'''

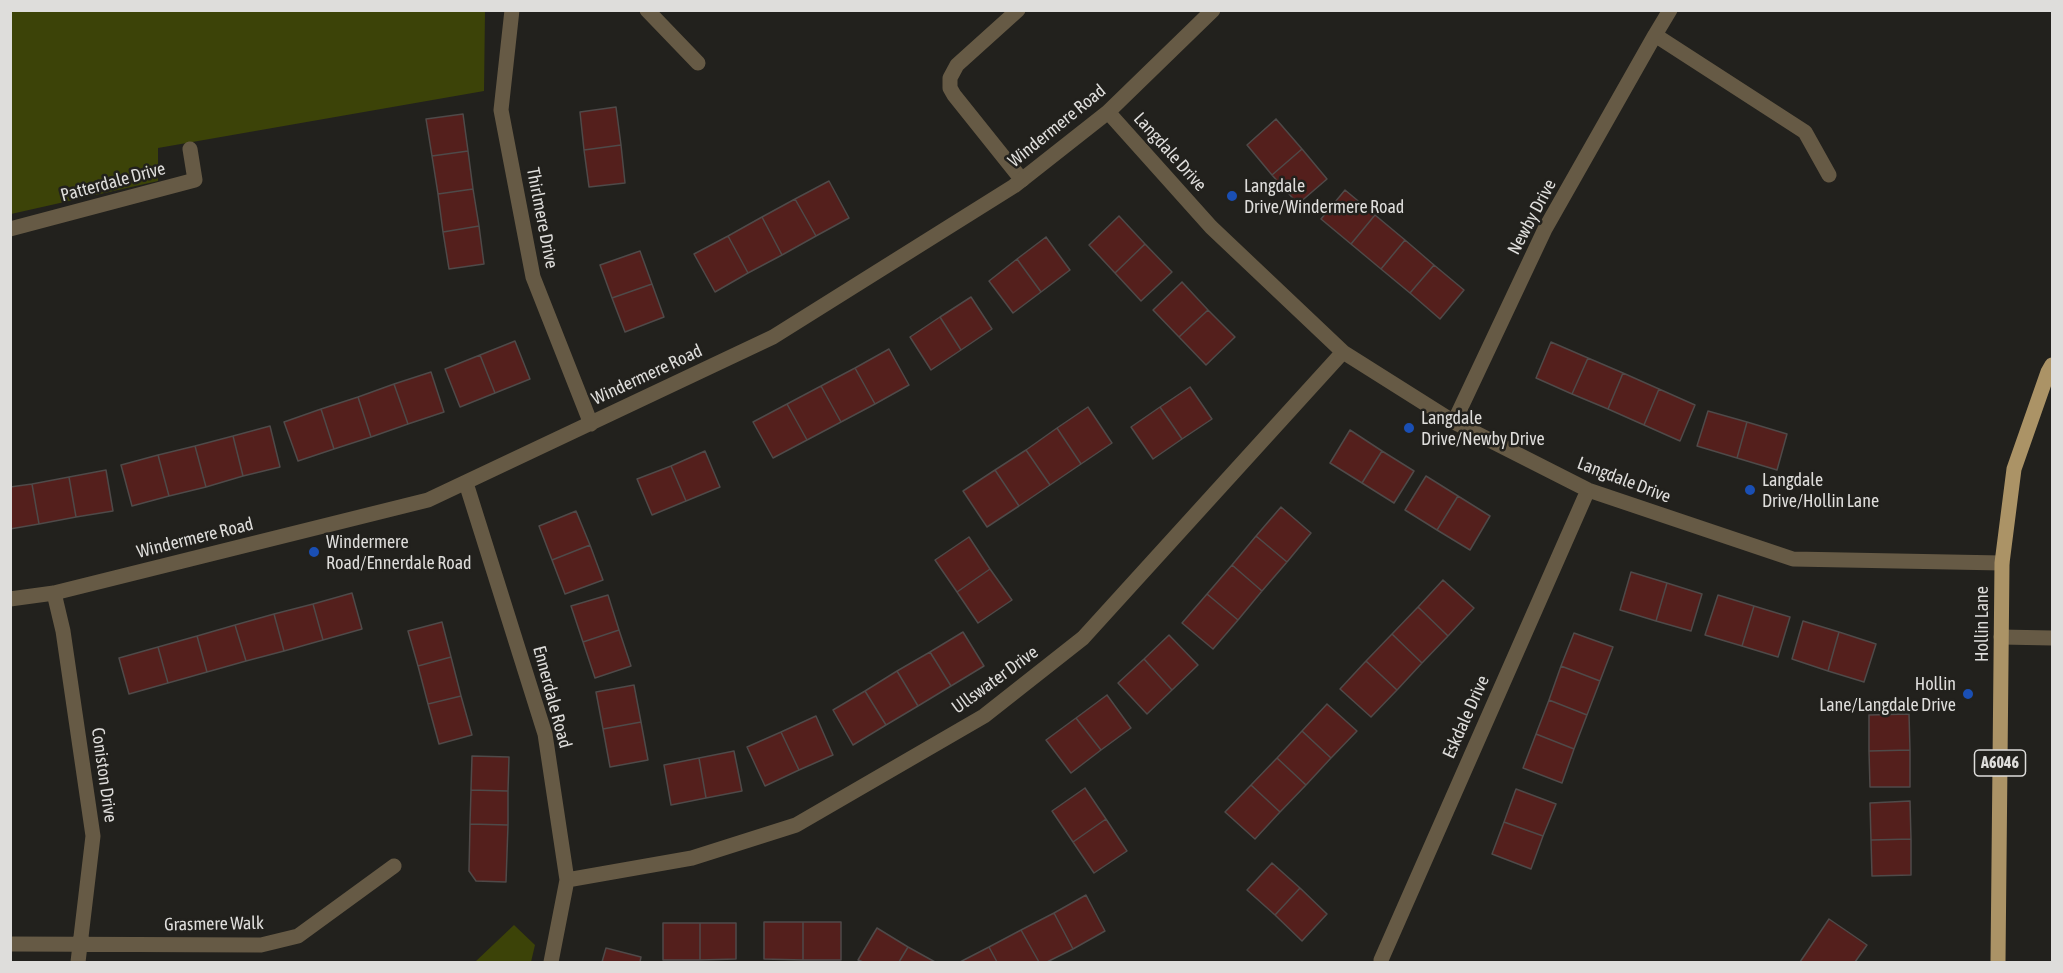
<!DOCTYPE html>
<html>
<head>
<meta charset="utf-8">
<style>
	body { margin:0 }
	#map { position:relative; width:2063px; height:973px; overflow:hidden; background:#22211d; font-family:"Asap Condensed",sans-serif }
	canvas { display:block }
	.frame { position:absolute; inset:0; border:12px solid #dedddb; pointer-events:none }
</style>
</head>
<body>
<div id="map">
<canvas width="2063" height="973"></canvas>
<div class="frame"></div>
</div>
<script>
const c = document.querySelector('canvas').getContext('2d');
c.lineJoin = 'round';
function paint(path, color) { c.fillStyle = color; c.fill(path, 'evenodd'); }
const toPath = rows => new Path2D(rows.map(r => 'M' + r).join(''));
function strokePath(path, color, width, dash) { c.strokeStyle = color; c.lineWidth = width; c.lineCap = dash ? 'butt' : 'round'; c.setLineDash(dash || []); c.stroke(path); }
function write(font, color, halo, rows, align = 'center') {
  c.font = font + ' "Asap Condensed",sans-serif'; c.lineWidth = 5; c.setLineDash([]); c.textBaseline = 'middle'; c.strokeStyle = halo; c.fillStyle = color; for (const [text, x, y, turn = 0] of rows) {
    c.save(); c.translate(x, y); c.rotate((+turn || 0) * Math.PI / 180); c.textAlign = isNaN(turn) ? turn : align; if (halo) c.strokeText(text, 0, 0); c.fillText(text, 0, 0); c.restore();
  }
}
const green = toPath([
	[10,11,485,11,484,91,158,148,158,181,11,214],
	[514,925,535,945,531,962,475,962]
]);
const building = toPath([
	[616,107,621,145,584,150,580,112,616,107],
	[463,114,468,151,432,156,426,119,463,114],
	[1276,119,1302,149,1272,175,1247,145,1276,119],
	[621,145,625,183,589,187,584,150,621,145],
	[1302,149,1327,179,1298,204,1272,175,1302,149],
	[468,151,473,189,438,194,432,156,468,151],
	[829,181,849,218,816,236,795,199,829,181],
	[473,189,479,226,443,232,438,194,473,189],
	[1345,190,1375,215,1351,244,1321,219,1345,190],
	[795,199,816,236,782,255,762,217,795,199],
	[1375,215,1405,240,1381,269,1351,244,1375,215],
	[1119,216,1145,244,1115,273,1089,245,1119,216],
	[762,217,782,255,748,273,728,236,762,217],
	[479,226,484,264,449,269,443,232,479,226],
	[728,236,748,273,715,292,694,254,728,236],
	[1046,237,1070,270,1041,292,1017,259,1046,237],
	[1405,240,1434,265,1410,293,1381,269,1405,240],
	[1145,244,1172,272,1141,301,1115,273,1145,244],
	[640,251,652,284,612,298,600,265,640,251],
	[1017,259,1041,292,1013,313,989,281,1017,259],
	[1434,265,1464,290,1440,319,1410,293,1434,265],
	[1182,282,1208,310,1179,337,1153,310,1182,282],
	[652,284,664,317,625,332,612,298,652,284],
	[971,297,992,329,961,350,940,317,971,297],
	[1208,310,1235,337,1206,365,1179,337,1208,310],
	[940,317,961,350,931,370,910,337,940,317],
	[515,341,530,379,495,393,480,355,515,341],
	[1551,342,1588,358,1572,394,1536,378,1551,342],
	[889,349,909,385,875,404,855,368,889,349],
	[480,355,495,393,460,407,445,369,480,355],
	[1588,358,1623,373,1608,409,1572,394,1588,358],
	[855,368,875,404,841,422,821,386,855,368],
	[431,372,444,412,408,424,394,384,431,372],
	[1623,373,1659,389,1644,425,1608,409,1623,373],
	[394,384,408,424,371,437,358,397,394,384],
	[821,386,841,422,807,440,787,404,821,386],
	[1190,387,1212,419,1182,439,1160,407,1190,387],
	[1659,389,1695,405,1680,441,1644,425,1659,389],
	[358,397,371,437,334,449,321,409,358,397],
	[787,404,807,440,773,458,753,422,787,404],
	[1088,407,1112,443,1081,464,1057,428,1088,407],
	[1160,407,1182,439,1153,459,1131,427,1160,407],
	[321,409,334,449,298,461,284,422,321,409],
	[1708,411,1747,422,1737,458,1697,446,1708,411],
	[1747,422,1787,434,1777,470,1737,458,1747,422],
	[270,426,280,467,243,476,233,436,270,426],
	[1057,428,1081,464,1050,485,1026,450,1057,428],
	[1350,430,1382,451,1362,483,1330,463,1350,430],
	[233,436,243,476,206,487,195,446,233,436],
	[195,446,206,487,169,496,158,455,195,446],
	[1026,450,1050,485,1019,506,995,470,1026,450],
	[705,451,720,487,686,501,671,466,705,451],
	[1382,451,1414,471,1394,503,1362,483,1382,451],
	[158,455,169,496,132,506,121,465,158,455],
	[671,466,686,501,652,515,637,479,671,466],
	[106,470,113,511,76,517,69,477,106,470],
	[995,470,1019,506,987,527,963,491,995,470],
	[1426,476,1458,496,1437,530,1405,510,1426,476],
	[69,477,76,517,39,524,32,484,69,477],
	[32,484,39,524,10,529,10,487,32,484],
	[1458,496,1490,516,1470,550,1437,530,1458,496],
	[1281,507,1311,533,1287,562,1256,536,1281,507],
	[576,511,590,545,552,560,539,526,576,511],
	[1256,536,1287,562,1262,591,1232,565,1256,536],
	[969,537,990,569,957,592,935,560,969,537],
	[590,545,603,580,565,594,552,560,590,545],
	[1232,565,1262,591,1238,620,1207,594,1232,565],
	[990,569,1012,600,978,623,957,592,990,569],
	[1631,572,1667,583,1656,621,1620,610,1631,572],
	[1443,580,1474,608,1448,636,1418,607,1443,580],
	[1667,583,1702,594,1691,631,1656,621,1667,583],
	[352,593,362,629,323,640,313,604,352,593],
	[1207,594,1238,620,1213,649,1182,623,1207,594],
	[608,595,619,630,583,642,571,606,608,595],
	[1718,595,1754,606,1742,646,1705,635,1718,595],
	[313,604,323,640,284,651,274,614,313,604],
	[1754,606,1790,617,1778,657,1742,646,1754,606],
	[1418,607,1448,636,1422,663,1392,634,1418,607],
	[274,614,284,651,246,661,235,625,274,614],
	[1803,621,1839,632,1828,671,1792,659,1803,621],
	[442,622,451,657,418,666,408,631,442,622],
	[235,625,246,661,207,672,197,636,235,625],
	[619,630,631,666,595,678,583,642,619,630],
	[963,632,984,666,951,686,930,652,963,632],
	[1839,632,1876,644,1864,682,1828,671,1839,632],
	[1574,633,1613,647,1600,681,1561,666,1574,633],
	[1392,634,1422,663,1397,690,1366,661,1392,634],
	[1169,635,1198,665,1172,690,1144,659,1169,635],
	[197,636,207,672,168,683,158,647,197,636],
	[158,647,168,683,129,694,119,658,158,647],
	[930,652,951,686,918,706,897,671,930,652],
	[451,657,461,696,428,704,418,666,451,657],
	[1144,659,1172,690,1147,714,1118,683,1144,659],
	[1366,661,1397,690,1371,717,1340,689,1366,661],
	[1561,666,1600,681,1587,715,1549,700,1561,666],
	[897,671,918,706,886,725,865,691,897,671],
	[634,685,641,722,603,729,596,692,634,685],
	[865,691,886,725,853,745,833,710,865,691],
	[1107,695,1131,728,1101,750,1076,718,1107,695],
	[461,696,472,735,439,744,428,704,461,696],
	[1549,700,1587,715,1574,749,1536,734,1549,700],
	[1327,704,1357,731,1331,758,1302,731,1327,704],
	[1909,714,1910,750,1869,751,1869,715,1909,714],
	[816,716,833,755,799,770,781,732,816,716],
	[1076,718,1101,750,1071,773,1046,740,1076,718],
	[641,722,648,760,610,767,603,729,641,722],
	[1302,731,1331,758,1306,785,1277,758,1302,731],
	[781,732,799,770,765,786,747,747,781,732],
	[1536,734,1574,749,1562,783,1523,768,1536,734],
	[1910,750,1910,787,1870,787,1869,751,1910,750],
	[734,751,742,791,706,798,699,758,734,751],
	[472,756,509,757,508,791,471,790,472,756],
	[699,758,706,798,671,805,664,765,699,758],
	[1277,758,1306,785,1280,812,1251,785,1277,758],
	[1251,785,1280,812,1255,839,1225,812,1251,785],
	[1085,788,1106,819,1073,842,1052,811,1085,788],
	[1516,789,1556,804,1543,836,1504,822,1516,789],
	[471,790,508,791,508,825,470,824,471,790],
	[1910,801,1911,839,1871,840,1870,803,1910,801],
	[1106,819,1127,851,1094,873,1073,842,1106,819],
	[1504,822,1543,836,1531,869,1492,854,1504,822],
	[470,824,508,825,506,882,476,881,469,871,470,824],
	[1911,839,1911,875,1872,876,1871,840,1911,839],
	[1272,863,1300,888,1275,915,1247,890,1272,863],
	[1300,888,1327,914,1302,941,1275,915,1300,888],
	[1086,895,1105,931,1073,949,1054,913,1086,895],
	[1054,913,1073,949,1047,962,1039,962,1021,930,1054,913],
	[1829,919,1867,945,1855,962,1800,962,1829,919],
	[764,922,803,922,803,960,764,959,764,922],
	[803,922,841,922,841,960,803,960,803,922],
	[663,923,700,923,700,960,663,960,663,923],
	[700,923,736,923,736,959,700,960,700,923],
	[877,928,908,947,899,962,863,962,858,960,877,928],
	[1021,930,1039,962,997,962,989,947,1021,930],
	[908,947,935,962,899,962,908,947],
	[989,947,997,962,960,962,989,947],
	[606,948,641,957,640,962,602,962,606,948]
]);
const service = toPath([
	[1018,10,957,65,950,78,950,88,954,95,1022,180]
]);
const minor = toPath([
	[512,10,501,110,533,277,591,424],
	[647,10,698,63],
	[1655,35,1670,10],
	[1108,112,1211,227,1343,352,1454,422,1588,490,1793,559,2002,563],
	[10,229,195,180,190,149],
	[1454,422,1545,229,1655,35,1805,132,1829,175],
	[466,483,545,734,567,880,551,962],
	[54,593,63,631,93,836,78,962],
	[10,599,54,593,428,500,773,337,1014,186,1108,112,1213,10],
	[2001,637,2052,638],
	[567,880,692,858,796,825,984,716,1083,638,1343,352],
	[10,944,261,945,298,936,394,866],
	[1381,960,1588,490]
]);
const primary = toPath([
	[1998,962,2002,563,2014,469,2048,372,2052,365]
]);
const markers = [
	[1232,196,6,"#1a4fb4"],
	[1409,428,6,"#1a4fb4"],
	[1750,490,6,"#1a4fb4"],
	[314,552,6,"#1a4fb4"],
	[1968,694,6,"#1a4fb4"]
];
const shields = [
	[2000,763,51]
];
const shieldNames = [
	["A6046",2000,763]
];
const streetNames = [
	["Windermere Road",1057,126,-39],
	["Langdale Drive",1170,152,48],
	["Patterdale Drive",113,182,-15],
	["Newby Drive",1532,217,-62],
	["Thirlmere Drive",542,218,79],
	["Windermere Road",647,375,-25],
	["Langdale Drive",1624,480,21],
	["Windermere Road",195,538,-14],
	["Hollin Lane",1982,624,-90],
	["Ullswater Drive",995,680,-36],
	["Ennerdale Road",552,697,75],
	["Eskdale Drive",1466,717,-66],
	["Coniston Drive",104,775,82],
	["Grasmere Walk",214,924,-1]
];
const poiNames = [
	["Langdale",1244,186],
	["Drive/Windermere Road",1244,207],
	["Langdale",1421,418],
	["Drive/Newby Drive",1421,439],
	["Langdale",1762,480],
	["Drive/Hollin Lane",1762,501],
	["Windermere",326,542],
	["Road/Ennerdale Road",326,563],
	["Hollin",1956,684,"right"],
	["Lane/Langdale Drive",1956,705,"right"]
];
paint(green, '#3c4308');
paint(building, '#541f1c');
strokePath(building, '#4f4a49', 1.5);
strokePath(service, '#665a45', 15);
strokePath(minor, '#665a45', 15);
strokePath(primary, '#ab9366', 15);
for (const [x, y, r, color] of markers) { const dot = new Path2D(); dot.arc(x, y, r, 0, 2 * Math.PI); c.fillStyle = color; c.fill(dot); strokePath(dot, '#22211d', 2); }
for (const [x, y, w] of shields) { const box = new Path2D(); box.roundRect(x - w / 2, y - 13, w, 26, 4.5); c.fillStyle = '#22211d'; c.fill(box); strokePath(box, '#dedddb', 1.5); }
write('bold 16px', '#dedddb', null, shieldNames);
write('18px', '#dedddb', '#22211d', streetNames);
write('18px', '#dedddb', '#22211d', poiNames, 'left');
</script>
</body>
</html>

'''

Search the material above for lines containing the string "lineWidth", then pull them out.

• YOUR SOLUTION:
function strokePath(path, color, width, dash) { c.strokeStyle = color; c.lineWidth = width; c.lineCap = dash ? 'butt' : 'round'; c.setLineDash(dash || []); c.stroke(path); }
  c.font = font + ' "Asap Condensed",sans-serif'; c.lineWidth = 5; c.setLineDash([]); c.textBaseline = 'middle'; c.strokeStyle = halo; c.fillStyle = color; for (const [text, x, y, turn = 0] of rows) {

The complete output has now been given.